━━━ Extracted material ━━━
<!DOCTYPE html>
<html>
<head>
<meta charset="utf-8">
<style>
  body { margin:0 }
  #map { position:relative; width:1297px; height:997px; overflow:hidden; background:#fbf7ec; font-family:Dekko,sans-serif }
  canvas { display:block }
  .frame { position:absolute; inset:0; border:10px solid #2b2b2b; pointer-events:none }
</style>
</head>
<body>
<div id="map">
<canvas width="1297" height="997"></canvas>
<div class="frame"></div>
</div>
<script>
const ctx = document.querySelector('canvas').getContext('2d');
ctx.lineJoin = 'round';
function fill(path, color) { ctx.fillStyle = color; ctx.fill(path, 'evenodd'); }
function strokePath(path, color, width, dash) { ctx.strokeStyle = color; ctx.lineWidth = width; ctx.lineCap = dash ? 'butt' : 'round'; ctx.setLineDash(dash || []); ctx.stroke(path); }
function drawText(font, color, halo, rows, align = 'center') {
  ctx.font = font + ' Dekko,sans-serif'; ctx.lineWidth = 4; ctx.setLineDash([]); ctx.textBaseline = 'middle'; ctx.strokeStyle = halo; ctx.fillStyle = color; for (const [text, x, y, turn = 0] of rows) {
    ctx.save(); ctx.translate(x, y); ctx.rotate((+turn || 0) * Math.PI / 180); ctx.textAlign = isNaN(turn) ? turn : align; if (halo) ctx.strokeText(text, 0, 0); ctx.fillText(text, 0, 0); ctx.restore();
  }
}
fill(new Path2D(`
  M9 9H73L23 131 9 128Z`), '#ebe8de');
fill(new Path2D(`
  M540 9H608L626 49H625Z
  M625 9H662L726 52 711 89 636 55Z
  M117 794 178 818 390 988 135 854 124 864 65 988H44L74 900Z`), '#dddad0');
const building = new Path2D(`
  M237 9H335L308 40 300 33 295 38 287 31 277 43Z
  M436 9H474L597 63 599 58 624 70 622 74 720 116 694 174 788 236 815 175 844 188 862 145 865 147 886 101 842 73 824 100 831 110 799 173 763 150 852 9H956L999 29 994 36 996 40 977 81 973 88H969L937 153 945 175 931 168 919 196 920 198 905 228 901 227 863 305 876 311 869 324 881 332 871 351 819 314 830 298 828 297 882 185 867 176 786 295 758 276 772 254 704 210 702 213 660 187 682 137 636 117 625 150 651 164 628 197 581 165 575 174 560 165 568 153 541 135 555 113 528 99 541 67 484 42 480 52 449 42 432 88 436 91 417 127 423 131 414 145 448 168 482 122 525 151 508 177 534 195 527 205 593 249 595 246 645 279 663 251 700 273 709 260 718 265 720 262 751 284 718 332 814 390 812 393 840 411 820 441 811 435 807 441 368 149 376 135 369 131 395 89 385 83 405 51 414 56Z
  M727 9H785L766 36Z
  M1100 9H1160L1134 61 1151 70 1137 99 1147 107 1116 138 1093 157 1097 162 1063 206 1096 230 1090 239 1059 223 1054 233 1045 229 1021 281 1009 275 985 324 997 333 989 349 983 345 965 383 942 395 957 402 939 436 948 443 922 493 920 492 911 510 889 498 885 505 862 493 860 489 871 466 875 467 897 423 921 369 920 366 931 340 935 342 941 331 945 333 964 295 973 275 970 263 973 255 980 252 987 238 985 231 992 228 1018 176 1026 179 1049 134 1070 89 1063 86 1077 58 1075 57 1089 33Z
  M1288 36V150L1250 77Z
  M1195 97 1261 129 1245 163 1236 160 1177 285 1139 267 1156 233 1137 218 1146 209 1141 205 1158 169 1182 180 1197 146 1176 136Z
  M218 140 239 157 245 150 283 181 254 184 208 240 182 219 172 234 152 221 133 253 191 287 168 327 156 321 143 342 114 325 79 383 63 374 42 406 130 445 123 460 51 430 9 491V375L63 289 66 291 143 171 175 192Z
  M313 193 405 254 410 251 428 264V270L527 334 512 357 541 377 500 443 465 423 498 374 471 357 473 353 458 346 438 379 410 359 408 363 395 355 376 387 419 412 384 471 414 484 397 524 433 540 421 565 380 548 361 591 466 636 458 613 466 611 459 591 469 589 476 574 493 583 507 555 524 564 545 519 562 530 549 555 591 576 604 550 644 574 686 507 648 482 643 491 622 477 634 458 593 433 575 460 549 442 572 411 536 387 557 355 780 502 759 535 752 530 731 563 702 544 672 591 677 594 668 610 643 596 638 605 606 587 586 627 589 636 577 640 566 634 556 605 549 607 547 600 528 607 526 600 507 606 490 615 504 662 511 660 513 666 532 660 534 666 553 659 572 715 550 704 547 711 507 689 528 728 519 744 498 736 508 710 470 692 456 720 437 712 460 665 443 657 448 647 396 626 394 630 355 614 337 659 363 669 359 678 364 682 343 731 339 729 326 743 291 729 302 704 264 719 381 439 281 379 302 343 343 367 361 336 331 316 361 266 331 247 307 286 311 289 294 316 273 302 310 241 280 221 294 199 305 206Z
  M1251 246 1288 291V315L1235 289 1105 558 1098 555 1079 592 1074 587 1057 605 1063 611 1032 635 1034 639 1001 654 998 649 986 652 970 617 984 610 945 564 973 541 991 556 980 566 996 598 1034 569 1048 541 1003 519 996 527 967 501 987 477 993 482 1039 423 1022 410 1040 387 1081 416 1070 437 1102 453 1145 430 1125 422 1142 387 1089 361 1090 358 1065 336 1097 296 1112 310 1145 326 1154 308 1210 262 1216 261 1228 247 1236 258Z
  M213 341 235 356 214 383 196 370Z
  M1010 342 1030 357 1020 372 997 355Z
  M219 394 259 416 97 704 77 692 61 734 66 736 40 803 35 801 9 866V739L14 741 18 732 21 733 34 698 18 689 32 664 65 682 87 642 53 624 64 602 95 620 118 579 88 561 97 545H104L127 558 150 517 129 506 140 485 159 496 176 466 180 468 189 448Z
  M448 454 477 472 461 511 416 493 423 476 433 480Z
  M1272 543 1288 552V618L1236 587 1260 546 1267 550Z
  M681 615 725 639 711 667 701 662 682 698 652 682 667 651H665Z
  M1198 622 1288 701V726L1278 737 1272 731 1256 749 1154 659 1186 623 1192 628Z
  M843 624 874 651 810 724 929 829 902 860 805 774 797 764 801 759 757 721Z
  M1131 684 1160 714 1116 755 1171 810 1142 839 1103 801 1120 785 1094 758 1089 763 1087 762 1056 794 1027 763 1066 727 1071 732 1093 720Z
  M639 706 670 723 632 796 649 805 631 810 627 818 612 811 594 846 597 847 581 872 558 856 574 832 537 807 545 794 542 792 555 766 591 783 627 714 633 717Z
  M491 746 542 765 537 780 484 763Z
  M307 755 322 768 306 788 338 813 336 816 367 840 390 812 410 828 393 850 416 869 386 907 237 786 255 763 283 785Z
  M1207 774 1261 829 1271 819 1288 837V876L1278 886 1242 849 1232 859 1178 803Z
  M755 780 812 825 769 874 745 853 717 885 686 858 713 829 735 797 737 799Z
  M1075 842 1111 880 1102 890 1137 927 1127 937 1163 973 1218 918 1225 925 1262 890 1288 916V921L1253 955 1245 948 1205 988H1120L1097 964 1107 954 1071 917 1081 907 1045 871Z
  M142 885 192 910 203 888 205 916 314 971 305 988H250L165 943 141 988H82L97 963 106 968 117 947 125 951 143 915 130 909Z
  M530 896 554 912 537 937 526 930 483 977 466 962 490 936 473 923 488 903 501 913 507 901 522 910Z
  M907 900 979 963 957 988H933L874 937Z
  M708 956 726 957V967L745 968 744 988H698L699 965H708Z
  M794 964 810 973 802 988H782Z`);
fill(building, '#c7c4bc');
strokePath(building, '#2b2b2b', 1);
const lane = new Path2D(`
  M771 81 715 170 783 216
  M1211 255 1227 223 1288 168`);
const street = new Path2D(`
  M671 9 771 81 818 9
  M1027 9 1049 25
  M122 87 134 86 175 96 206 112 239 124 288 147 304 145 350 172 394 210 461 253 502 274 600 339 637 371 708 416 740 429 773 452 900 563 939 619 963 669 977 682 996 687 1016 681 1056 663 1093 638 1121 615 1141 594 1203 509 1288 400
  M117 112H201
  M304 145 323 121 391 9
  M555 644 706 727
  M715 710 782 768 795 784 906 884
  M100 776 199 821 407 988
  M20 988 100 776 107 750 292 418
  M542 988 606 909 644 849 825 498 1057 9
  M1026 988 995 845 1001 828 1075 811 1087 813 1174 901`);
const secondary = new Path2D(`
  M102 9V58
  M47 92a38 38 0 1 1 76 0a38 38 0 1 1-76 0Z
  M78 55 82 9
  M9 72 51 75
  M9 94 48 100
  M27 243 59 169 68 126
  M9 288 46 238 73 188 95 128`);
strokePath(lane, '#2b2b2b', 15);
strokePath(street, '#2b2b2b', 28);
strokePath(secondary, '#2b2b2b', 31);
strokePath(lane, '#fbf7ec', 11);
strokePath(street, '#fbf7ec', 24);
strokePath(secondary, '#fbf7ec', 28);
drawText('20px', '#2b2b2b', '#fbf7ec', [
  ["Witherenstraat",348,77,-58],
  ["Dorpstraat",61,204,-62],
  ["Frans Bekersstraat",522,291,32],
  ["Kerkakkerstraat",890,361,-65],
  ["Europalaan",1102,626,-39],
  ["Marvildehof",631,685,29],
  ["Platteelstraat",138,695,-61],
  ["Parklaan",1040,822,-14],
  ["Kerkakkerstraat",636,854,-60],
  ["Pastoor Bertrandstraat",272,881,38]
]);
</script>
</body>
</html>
━━━
### Task directions
Could you copy every line in the records that holds "canvas"?

### Answer
  canvas { display:block }
<canvas width="1297" height="997"></canvas>
const ctx = document.querySelector('canvas').getContext('2d');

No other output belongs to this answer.